*About this task*. Transcribe each entry below exactly. Pictures do not go in the copy.

──────── Given data

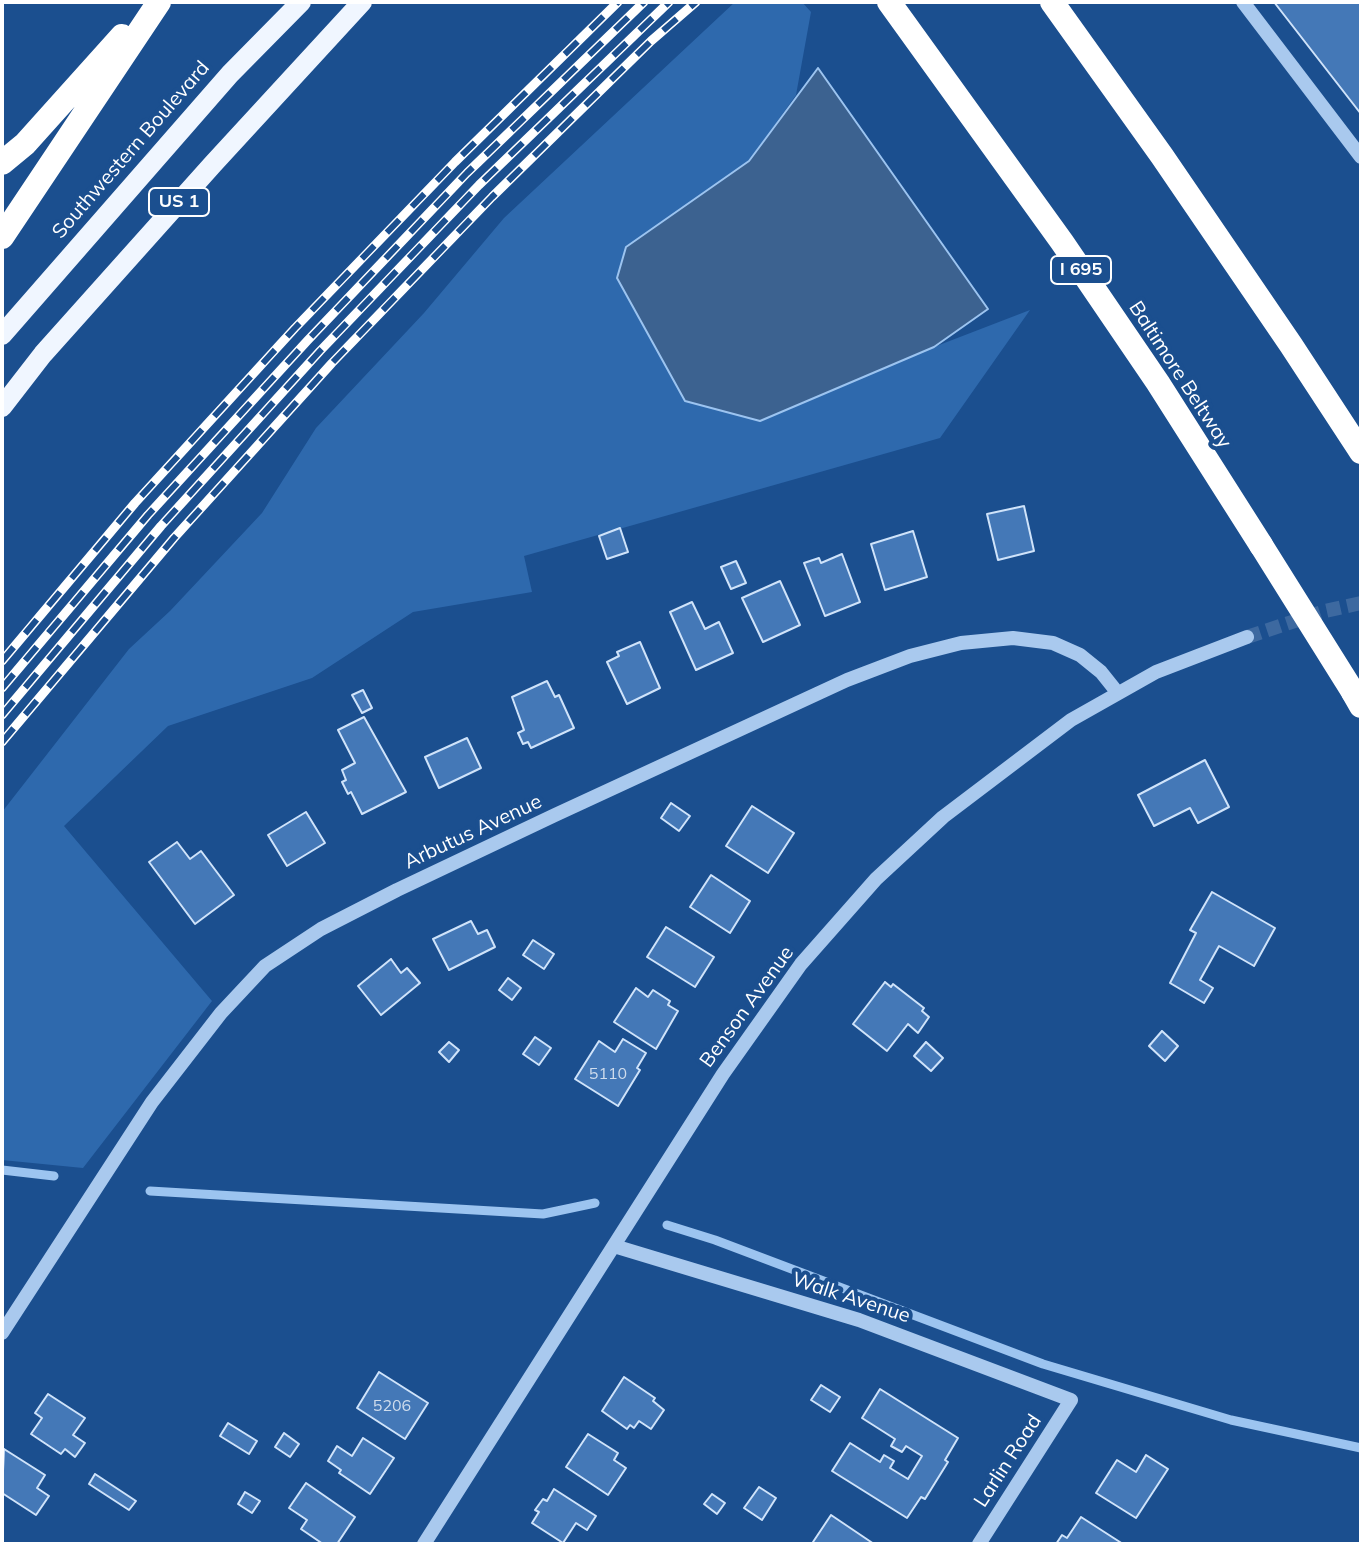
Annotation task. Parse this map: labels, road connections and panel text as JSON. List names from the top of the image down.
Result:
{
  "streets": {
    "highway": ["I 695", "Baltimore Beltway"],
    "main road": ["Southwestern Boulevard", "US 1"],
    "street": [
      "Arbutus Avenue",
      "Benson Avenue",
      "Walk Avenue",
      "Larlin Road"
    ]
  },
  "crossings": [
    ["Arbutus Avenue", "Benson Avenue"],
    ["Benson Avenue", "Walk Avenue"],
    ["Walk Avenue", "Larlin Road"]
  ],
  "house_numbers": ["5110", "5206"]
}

────────────────

*Finished exercise*.
Annotation task. Parse this map: labels, road connections and panel text as JSON. List names from the top of the image down.
Result:
{
  "streets": {
    "highway": ["I 695", "Baltimore Beltway"],
    "main road": ["Southwestern Boulevard", "US 1"],
    "street": [
      "Arbutus Avenue",
      "Benson Avenue",
      "Walk Avenue",
      "Larlin Road"
    ]
  },
  "crossings": [
    ["Arbutus Avenue", "Benson Avenue"],
    ["Benson Avenue", "Walk Avenue"],
    ["Walk Avenue", "Larlin Road"]
  ],
  "house_numbers": ["5110", "5206"]
}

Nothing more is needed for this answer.